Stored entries
= = =
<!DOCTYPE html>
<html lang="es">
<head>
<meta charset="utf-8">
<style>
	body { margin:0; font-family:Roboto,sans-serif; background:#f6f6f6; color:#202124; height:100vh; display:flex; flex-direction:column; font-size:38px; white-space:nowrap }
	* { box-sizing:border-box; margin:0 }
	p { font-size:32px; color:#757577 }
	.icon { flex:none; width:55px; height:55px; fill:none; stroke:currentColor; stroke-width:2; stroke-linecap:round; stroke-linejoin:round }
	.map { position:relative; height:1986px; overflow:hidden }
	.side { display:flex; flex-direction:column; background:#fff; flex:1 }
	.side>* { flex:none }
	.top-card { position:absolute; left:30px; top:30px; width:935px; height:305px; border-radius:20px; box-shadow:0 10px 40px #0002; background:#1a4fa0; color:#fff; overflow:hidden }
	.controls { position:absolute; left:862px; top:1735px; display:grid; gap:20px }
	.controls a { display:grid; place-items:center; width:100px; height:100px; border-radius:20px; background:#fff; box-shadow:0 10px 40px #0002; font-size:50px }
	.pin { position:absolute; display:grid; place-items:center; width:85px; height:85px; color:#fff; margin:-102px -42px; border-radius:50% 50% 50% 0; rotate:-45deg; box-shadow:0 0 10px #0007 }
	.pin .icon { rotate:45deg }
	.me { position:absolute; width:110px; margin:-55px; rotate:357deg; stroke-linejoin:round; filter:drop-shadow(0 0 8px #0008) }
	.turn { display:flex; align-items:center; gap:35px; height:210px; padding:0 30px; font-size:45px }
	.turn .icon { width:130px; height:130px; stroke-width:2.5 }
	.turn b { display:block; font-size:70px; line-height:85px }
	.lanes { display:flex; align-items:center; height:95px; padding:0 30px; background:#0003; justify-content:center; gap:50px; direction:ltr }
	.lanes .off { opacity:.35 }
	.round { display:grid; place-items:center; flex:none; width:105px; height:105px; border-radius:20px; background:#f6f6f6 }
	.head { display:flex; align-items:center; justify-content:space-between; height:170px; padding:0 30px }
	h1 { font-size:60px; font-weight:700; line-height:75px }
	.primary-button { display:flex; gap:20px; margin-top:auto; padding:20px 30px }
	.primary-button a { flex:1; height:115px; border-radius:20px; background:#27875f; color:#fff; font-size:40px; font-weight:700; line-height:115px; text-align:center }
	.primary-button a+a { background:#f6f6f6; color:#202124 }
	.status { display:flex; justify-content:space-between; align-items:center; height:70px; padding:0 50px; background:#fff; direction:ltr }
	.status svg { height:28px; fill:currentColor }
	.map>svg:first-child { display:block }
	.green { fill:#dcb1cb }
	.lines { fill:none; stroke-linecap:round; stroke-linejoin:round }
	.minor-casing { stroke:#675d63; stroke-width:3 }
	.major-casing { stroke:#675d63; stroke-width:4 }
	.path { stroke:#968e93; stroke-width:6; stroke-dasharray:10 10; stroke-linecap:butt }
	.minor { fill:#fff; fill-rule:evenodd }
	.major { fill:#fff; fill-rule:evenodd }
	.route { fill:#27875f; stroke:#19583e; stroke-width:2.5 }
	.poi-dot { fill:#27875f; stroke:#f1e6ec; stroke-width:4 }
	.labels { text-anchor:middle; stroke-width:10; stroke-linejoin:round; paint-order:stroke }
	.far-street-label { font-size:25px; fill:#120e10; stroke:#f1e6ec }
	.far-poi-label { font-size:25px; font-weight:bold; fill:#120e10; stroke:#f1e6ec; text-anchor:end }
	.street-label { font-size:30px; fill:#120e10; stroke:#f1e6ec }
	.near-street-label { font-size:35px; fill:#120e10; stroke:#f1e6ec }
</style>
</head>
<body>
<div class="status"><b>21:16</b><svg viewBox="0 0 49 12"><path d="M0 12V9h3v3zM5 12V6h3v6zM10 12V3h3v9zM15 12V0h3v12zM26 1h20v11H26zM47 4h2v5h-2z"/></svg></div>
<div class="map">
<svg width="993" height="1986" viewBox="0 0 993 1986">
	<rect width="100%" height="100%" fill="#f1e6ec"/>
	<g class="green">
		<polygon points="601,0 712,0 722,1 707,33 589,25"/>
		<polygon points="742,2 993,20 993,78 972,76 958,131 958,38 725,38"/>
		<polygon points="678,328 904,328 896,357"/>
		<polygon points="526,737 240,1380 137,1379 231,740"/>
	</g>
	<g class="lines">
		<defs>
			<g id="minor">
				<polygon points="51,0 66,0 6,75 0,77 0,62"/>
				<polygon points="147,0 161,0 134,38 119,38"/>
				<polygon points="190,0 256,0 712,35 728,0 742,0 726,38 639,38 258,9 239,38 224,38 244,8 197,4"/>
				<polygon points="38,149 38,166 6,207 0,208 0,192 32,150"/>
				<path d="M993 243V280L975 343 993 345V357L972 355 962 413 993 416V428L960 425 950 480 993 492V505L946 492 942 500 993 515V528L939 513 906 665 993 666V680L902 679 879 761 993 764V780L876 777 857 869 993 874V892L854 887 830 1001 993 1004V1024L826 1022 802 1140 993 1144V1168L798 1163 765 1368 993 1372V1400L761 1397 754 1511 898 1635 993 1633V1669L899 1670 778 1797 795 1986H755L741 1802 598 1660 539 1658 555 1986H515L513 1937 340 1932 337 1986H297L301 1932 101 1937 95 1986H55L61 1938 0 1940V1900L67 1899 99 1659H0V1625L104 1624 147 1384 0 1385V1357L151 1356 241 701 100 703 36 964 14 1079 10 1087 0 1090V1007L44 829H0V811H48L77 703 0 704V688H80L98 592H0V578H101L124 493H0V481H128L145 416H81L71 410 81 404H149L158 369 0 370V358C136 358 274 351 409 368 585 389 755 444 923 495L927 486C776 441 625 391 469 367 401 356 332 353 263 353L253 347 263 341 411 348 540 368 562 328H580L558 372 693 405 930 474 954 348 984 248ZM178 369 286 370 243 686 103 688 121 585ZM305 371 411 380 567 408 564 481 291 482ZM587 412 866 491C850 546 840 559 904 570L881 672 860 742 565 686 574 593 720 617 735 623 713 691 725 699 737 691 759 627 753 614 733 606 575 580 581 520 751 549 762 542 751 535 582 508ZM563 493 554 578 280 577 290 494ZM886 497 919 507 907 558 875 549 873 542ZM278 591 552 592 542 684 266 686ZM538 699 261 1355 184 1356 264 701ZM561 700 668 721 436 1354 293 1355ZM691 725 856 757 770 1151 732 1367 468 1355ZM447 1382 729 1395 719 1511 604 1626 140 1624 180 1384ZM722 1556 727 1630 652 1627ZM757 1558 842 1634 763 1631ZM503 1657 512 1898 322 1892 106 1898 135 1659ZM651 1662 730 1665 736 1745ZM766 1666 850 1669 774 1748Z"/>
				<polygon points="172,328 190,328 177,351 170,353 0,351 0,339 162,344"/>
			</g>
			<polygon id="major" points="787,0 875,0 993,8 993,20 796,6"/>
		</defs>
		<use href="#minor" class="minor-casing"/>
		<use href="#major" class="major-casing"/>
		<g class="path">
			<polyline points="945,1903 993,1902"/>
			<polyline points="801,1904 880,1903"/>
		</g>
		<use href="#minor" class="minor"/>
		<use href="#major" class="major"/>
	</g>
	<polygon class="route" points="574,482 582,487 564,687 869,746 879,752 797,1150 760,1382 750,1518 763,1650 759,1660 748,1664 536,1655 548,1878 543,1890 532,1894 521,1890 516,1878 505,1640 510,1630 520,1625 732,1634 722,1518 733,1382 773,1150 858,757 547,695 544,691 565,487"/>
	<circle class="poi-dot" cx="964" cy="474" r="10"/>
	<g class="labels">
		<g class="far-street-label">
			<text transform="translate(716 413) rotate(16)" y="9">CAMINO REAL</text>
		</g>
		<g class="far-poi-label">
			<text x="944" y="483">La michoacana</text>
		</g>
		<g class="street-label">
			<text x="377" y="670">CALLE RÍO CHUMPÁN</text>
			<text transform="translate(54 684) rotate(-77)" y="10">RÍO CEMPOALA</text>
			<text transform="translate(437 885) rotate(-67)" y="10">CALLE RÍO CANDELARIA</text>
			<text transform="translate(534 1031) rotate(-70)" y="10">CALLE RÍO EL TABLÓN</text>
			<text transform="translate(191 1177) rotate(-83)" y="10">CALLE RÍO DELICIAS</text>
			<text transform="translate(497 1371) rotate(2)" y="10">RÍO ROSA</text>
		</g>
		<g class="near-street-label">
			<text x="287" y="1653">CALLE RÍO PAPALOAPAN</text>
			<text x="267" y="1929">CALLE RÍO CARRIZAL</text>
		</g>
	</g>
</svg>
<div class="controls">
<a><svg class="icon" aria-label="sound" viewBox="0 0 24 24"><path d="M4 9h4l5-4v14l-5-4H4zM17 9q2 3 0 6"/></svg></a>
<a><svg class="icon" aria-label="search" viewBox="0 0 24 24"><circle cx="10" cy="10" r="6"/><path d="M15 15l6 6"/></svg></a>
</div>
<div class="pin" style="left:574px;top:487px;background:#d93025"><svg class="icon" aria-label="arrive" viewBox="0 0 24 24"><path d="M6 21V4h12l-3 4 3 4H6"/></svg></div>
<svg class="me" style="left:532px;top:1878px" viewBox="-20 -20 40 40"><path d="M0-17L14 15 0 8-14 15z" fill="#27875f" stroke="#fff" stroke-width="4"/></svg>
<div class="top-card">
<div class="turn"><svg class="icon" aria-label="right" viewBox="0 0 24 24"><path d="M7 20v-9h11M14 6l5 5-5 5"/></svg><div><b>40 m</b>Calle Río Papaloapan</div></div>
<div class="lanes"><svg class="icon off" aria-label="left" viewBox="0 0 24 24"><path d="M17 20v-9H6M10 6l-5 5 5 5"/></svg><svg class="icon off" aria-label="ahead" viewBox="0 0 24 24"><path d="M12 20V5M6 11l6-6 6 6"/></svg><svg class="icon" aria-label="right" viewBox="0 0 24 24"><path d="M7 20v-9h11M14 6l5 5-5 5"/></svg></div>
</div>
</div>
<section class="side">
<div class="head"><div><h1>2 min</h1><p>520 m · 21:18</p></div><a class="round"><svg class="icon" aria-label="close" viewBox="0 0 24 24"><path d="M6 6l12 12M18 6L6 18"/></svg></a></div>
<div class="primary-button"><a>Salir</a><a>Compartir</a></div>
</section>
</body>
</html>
= = =
#### Instructions for the task:
Scan the entries above and return each line that holds "polygon".

#### Solved exercise:
		<polygon points="601,0 712,0 722,1 707,33 589,25"/>
		<polygon points="742,2 993,20 993,78 972,76 958,131 958,38 725,38"/>
		<polygon points="678,328 904,328 896,357"/>
		<polygon points="526,737 240,1380 137,1379 231,740"/>
				<polygon points="51,0 66,0 6,75 0,77 0,62"/>
				<polygon points="147,0 161,0 134,38 119,38"/>
				<polygon points="190,0 256,0 712,35 728,0 742,0 726,38 639,38 258,9 239,38 224,38 244,8 197,4"/>
				<polygon points="38,149 38,166 6,207 0,208 0,192 32,150"/>
				<polygon points="172,328 190,328 177,351 170,353 0,351 0,339 162,344"/>
			<polygon id="major" points="787,0 875,0 993,8 993,20 796,6"/>
	<polygon class="route" points="574,482 582,487 564,687 869,746 879,752 797,1150 760,1382 750,1518 763,1650 759,1660 748,1664 536,1655 548,1878 543,1890 532,1894 521,1890 516,1878 505,1640 510,1630 520,1625 732,1634 722,1518 733,1382 773,1150 858,757 547,695 544,691 565,487"/>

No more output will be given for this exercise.